▶ INPUT MATERIAL:

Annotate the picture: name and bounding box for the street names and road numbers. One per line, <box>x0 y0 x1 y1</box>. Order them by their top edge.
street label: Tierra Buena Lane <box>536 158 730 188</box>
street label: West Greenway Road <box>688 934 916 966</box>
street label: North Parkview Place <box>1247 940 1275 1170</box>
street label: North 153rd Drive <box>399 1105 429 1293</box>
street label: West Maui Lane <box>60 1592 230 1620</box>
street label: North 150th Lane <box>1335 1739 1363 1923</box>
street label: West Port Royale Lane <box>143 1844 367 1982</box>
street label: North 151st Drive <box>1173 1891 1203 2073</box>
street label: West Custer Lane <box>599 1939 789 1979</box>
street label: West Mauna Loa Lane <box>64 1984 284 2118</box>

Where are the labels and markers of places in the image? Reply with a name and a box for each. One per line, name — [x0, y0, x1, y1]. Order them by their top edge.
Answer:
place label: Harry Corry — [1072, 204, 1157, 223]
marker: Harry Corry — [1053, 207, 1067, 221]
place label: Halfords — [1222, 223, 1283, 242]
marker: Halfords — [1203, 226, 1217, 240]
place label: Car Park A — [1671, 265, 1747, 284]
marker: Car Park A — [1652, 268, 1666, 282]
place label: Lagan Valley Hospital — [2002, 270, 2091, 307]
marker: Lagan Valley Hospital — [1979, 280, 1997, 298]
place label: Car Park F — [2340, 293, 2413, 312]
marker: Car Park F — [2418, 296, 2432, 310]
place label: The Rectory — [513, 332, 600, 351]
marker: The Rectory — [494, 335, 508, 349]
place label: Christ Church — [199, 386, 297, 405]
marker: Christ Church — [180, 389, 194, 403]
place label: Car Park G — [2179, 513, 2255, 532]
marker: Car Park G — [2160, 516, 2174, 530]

▶ TRY IT: What you output should match every line above exactly.

▶ THE COMPLETED TASK:
Annotate the picture: name and bounding box for the street names and road numbers. One per line, <box>x0 y0 x1 y1</box>. Order them by their top edge.
street label: Tierra Buena Lane <box>536 158 730 188</box>
street label: West Greenway Road <box>688 934 916 966</box>
street label: North Parkview Place <box>1247 940 1275 1170</box>
street label: North 153rd Drive <box>399 1105 429 1293</box>
street label: West Maui Lane <box>60 1592 230 1620</box>
street label: North 150th Lane <box>1335 1739 1363 1923</box>
street label: West Port Royale Lane <box>143 1844 367 1982</box>
street label: North 151st Drive <box>1173 1891 1203 2073</box>
street label: West Custer Lane <box>599 1939 789 1979</box>
street label: West Mauna Loa Lane <box>64 1984 284 2118</box>

Where are the labels and markers of places in the image? Reply with a name and a box for each. One per line, name — [x0, y0, x1, y1]. Order them by their top edge.
Answer:
place label: Harry Corry — [1072, 204, 1157, 223]
marker: Harry Corry — [1053, 207, 1067, 221]
place label: Halfords — [1222, 223, 1283, 242]
marker: Halfords — [1203, 226, 1217, 240]
place label: Car Park A — [1671, 265, 1747, 284]
marker: Car Park A — [1652, 268, 1666, 282]
place label: Lagan Valley Hospital — [2002, 270, 2091, 307]
marker: Lagan Valley Hospital — [1979, 280, 1997, 298]
place label: Car Park F — [2340, 293, 2413, 312]
marker: Car Park F — [2418, 296, 2432, 310]
place label: The Rectory — [513, 332, 600, 351]
marker: The Rectory — [494, 335, 508, 349]
place label: Christ Church — [199, 386, 297, 405]
marker: Christ Church — [180, 389, 194, 403]
place label: Car Park G — [2179, 513, 2255, 532]
marker: Car Park G — [2160, 516, 2174, 530]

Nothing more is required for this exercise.